# [Stored data entries]
════

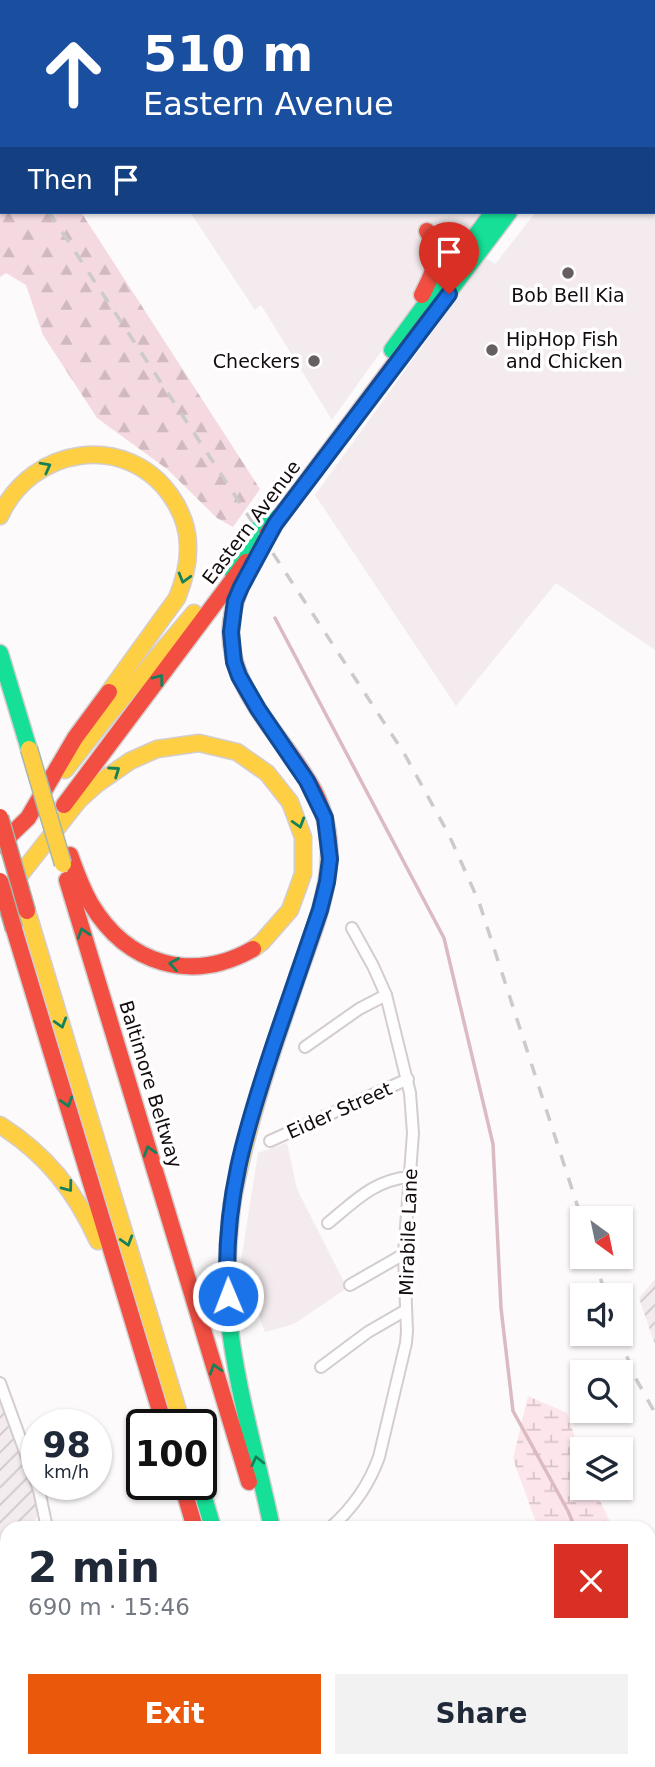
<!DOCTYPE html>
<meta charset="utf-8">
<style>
body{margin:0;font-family:"DejaVu Sans",sans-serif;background:#f2f2f3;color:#1f2937;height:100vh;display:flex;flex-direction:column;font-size:26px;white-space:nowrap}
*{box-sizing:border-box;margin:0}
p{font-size:23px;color:#747a83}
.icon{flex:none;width:38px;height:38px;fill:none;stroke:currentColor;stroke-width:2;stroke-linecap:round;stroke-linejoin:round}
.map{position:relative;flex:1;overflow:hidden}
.sheet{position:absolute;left:0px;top:1521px;width:656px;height:247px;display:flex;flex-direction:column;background:#fff;border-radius:21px 21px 0 0;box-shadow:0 2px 5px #0004}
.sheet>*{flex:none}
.banner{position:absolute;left:0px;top:0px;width:656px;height:214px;box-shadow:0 2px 5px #0004;background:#1a4fa0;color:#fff;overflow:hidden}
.needle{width:46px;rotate:147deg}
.controls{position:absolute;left:570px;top:1206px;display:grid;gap:14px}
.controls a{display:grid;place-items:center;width:63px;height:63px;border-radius:0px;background:#fff;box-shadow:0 2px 5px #0004;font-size:35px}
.speed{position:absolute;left:21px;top:1409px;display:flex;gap:14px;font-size:35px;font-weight:700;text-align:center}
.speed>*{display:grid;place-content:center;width:91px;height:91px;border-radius:50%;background:#fff;box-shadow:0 2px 5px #0004;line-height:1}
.speed small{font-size:18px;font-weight:400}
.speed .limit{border:4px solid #111;border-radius:10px;background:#fff;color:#111}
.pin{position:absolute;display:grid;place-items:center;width:60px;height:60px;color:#fff;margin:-72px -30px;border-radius:50% 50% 50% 0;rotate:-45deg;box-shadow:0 0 7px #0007}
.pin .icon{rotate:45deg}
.me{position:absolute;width:77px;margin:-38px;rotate:359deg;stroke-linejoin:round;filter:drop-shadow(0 0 5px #0008)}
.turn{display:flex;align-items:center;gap:24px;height:147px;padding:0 28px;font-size:32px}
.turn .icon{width:91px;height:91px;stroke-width:2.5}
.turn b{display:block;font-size:49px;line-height:60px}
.then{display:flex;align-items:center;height:66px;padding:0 28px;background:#0003;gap:14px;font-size:26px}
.round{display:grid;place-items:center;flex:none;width:74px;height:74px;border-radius:0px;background:#f2f2f3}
.summary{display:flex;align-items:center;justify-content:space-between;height:119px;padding:0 28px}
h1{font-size:42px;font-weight:700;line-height:52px}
.cta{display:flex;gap:14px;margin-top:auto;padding:14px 28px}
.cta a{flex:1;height:80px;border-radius:0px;background:#ea580c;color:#fff;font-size:28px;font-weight:700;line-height:80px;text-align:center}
.cta a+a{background:#f2f2f3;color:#1f2937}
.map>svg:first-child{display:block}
</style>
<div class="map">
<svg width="655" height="1767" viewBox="0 0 655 1767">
<defs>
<pattern id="industrial-furrows" width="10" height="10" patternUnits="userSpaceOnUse" patternTransform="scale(1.75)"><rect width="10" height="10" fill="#f3ebed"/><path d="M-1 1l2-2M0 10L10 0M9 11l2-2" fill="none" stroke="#cfc8ca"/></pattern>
<pattern id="forest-firs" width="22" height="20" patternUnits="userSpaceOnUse" patternTransform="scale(1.75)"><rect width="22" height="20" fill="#f4d9e0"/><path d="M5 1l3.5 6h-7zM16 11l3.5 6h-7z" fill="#d0b9bf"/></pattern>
<pattern id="wetland-marsh" width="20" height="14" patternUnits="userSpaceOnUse" patternTransform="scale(1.75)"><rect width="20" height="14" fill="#fde6eb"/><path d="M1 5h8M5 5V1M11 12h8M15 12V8" fill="none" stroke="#d8c4c8"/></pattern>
<pattern id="water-waves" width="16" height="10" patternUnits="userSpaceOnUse" patternTransform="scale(1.75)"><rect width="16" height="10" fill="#dbbac2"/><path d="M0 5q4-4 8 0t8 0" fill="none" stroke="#bb9fa6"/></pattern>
</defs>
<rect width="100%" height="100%" fill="#fdfafb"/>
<!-- built -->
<g fill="#f3ebed">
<polygon points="31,0 640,0 639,2 32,2"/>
<polygon points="655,103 655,650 556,583 456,706 315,495 486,258 495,264 536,212 654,212"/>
<polygon points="190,212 481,212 332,420 261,305 255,310"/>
<polygon points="287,1143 297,1189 347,1288 294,1324 265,1332 240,1267 258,1153"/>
</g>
<!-- industrial -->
<g fill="url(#industrial-furrows)">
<polygon points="655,1279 655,1345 639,1298"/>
<polygon points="3,1401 33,1485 40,1513 29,1528 7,1528 7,1556 0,1565 0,1403"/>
</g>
<!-- forest -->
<polygon fill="url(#forest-firs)" points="0,90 2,93 2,212 81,212 260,489 233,527 217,518 167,469 97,418 43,335 26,285 6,273 0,277"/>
<!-- wetland -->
<g fill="url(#wetland-marsh)">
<polygon points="528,1396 567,1413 583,1463 583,1488 594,1488 613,1528 538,1528 513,1459"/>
<polygon points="649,1606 655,1618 655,1767 241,1767 249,1760 649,1760"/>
</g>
<!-- water -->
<polygon fill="url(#water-waves)" points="288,1760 325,1761 339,1767 277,1767"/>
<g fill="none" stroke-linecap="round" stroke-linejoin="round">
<!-- stream -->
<polyline stroke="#dbbac2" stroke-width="3.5" points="275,618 444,938 493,1144 501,1308 513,1411 568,1511 575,1528"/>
<!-- street casing -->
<g stroke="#d3cdce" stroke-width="14">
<g id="street">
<polyline points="305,1047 359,1009 386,995"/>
<polyline points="270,1141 408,1079"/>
<path d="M328,1223C354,1202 374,1180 409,1177"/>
<polyline points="350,1285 404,1254"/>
<polyline points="321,1367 368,1332 406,1310"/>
<polyline points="0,1383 39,1490 47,1528"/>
<path d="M330,1528C353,1508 369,1485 379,1457L406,1343L407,1331L404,1254L413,1133L410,1093L386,995L373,966L352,928"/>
<polyline points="71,1760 72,1767"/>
<polyline points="10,1767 17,1760"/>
</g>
</g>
<!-- fast casing -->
<g stroke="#d3cdce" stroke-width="19">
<g id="fast">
<polyline points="654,85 655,86"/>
<polyline points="430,317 509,212"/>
<polyline points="392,350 493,212"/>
<polyline points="228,568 268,516"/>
<polyline points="0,653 29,749"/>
<path d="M232,1204C228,1240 225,1276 228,1312C235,1385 257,1456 272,1528"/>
<polyline points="200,1484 213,1528"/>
</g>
</g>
<!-- slow casing -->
<g stroke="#d3cdce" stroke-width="19">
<g id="slow">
<polyline points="654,2 655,0"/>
<polyline points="654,19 655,19"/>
<path d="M0,516C31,447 126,431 171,496C182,512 189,531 188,551C188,568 183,583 177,598L109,692"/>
<polyline points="65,770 104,720 194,613"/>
<polyline points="9,889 79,800 97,784 130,761 157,749 199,743 237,752 267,773 290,802 303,837 303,874 290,910 262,942 253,949"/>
<polyline points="27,911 182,1424"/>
<path d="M0,1125C47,1155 75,1191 98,1241"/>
<path d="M232,1204C245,1132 268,1063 292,993C306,949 327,905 329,859"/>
</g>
</g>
<!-- jam casing -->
<g stroke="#d3cdce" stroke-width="19">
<g id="jam">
<polyline points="639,2 640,0"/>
<path d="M422,295C434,271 443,256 427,231"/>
<path d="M275,524C259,552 240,579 233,611C217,683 284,734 314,791C325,812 330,836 329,859"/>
<polyline points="267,534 430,317"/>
<polyline points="64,805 246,562"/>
<polyline points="0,845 28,818 75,738 109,692"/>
<path d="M70,855C76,872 82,889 91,904C127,964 191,984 253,949"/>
<polyline points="67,880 249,1482"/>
<polyline points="14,929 164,1424"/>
<polyline points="182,1484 195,1528"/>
<polyline points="275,1760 278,1767"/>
<polyline points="338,1760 340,1767"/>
</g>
</g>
<!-- street -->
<use href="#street" stroke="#fffefe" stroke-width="10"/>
<!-- fast -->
<use href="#fast" stroke="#16e098" stroke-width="16"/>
<!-- slow -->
<use href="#slow" stroke="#ffcf43" stroke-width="16"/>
<!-- jam -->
<use href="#jam" stroke="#f24e42" stroke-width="16"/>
<!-- rail -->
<g stroke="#cccacb" stroke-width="3.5" stroke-dasharray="12 12" stroke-linecap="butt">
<polyline points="0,138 2,140"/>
<polyline points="49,212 404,753 449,835 479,902 583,1223"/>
<polyline points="593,1256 606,1295"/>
<polyline points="618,1334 635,1377 655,1413"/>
</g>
<!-- slow-bridge casing -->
<g stroke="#a7b6ad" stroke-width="19" stroke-linecap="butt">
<polyline id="slow-bridge" points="29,749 63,864"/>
</g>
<!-- jam-bridge casing -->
<g stroke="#a7b6ad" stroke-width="19" stroke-linecap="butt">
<g id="jam-bridge">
<polyline points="0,817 27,911"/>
<polyline points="0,881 14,929"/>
</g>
</g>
<!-- slow-bridge -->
<use href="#slow-bridge" stroke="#ffcf43" stroke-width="16"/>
<!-- jam-bridge -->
<use href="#jam-bridge" stroke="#f24e42" stroke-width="16"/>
</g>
<!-- one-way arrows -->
<defs><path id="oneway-chevron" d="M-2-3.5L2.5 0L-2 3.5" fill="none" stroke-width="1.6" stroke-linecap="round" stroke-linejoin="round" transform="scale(1.75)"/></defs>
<g stroke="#158059">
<use href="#oneway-chevron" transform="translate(46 467) rotate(-28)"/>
<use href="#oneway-chevron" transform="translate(184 578) rotate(106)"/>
<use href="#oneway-chevron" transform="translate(159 679) rotate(-53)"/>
<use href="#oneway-chevron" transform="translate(115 771) rotate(-35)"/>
<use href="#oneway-chevron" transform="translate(299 823) rotate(73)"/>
<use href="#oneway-chevron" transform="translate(83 933) rotate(-107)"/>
<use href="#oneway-chevron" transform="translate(174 964) rotate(-170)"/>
<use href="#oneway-chevron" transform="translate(61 1023) rotate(73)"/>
<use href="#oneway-chevron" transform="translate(67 1102) rotate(73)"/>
<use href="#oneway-chevron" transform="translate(149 1151) rotate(-107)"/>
<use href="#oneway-chevron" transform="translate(68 1187) rotate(53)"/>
<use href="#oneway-chevron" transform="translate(127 1241) rotate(73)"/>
<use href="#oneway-chevron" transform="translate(215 1369) rotate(-107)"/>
<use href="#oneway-chevron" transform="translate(257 1461) rotate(-103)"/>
</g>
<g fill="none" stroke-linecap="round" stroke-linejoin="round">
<!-- route casing -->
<g stroke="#114b97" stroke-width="18">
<path id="route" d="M228,1296C222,1203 246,1128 275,1041C290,997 305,954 320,910L327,882L330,859L325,818L307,781L258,709L239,676L234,662L231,632L235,601L241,587L275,524L449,294"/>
</g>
<!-- route -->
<use href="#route" stroke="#1a73e8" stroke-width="12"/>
</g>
<!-- markers -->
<g fill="#655f60" stroke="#fff" stroke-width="2.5">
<circle cx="568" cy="273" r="7"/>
<circle cx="492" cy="350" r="7"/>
<circle cx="314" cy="361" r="7"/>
</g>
<g text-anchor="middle" stroke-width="7" stroke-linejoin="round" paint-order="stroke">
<!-- poi labels -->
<g font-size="19" fill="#130b0d" stroke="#fff">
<text x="568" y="302">Bob Bell Kia</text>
<text x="506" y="346" text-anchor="start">HipHop Fish<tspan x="506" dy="22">and Chicken</tspan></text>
<text x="300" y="368" text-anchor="end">Checkers</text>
</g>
<!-- street labels -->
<g font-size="19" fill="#130b0d" stroke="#fff">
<text transform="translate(251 522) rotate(-53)" y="7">Eastern Avenue</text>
<text transform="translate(151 1084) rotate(73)" y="7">Baltimore Beltway</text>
<text transform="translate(339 1110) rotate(-24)" y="7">Eider Street</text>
<text transform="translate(408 1232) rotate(-88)" y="7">Mirabile Lane</text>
</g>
</g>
</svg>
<div class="controls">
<a><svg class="needle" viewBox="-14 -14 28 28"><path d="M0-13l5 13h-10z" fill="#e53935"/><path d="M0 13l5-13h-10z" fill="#747a83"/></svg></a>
<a><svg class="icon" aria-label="sound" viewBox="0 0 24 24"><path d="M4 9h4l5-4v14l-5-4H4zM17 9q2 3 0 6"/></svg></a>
<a><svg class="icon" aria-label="search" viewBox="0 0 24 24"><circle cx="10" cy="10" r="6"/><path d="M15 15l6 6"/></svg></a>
<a><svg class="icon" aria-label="layers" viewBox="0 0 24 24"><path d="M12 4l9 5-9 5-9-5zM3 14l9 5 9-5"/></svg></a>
</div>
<div class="speed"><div>98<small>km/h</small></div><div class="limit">100</div></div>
<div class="pin" style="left:449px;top:294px;background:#d93025"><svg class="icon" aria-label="arrive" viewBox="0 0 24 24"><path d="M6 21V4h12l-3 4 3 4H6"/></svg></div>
<svg class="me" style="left:228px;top:1296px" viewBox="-20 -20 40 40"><circle r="17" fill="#1a73e8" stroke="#fff" stroke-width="3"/><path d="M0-11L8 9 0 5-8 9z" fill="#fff"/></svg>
<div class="banner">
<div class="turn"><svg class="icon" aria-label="ahead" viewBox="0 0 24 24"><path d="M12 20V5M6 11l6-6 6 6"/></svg><div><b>510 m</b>Eastern Avenue</div></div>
<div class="then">Then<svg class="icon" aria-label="arrive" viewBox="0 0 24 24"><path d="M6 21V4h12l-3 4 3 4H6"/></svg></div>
</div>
<section class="sheet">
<div class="summary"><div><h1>2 min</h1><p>690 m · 15:46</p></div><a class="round" style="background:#d93025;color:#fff"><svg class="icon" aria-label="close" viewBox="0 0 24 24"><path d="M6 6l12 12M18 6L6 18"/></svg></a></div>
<div class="cta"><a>Exit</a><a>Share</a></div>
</section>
</div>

════

Select all lines with the word "overflow" from the entries above.

.map{position:relative;flex:1;overflow:hidden}
.banner{position:absolute;left:0px;top:0px;width:656px;height:214px;box-shadow:0 2px 5px #0004;background:#1a4fa0;color:#fff;overflow:hidden}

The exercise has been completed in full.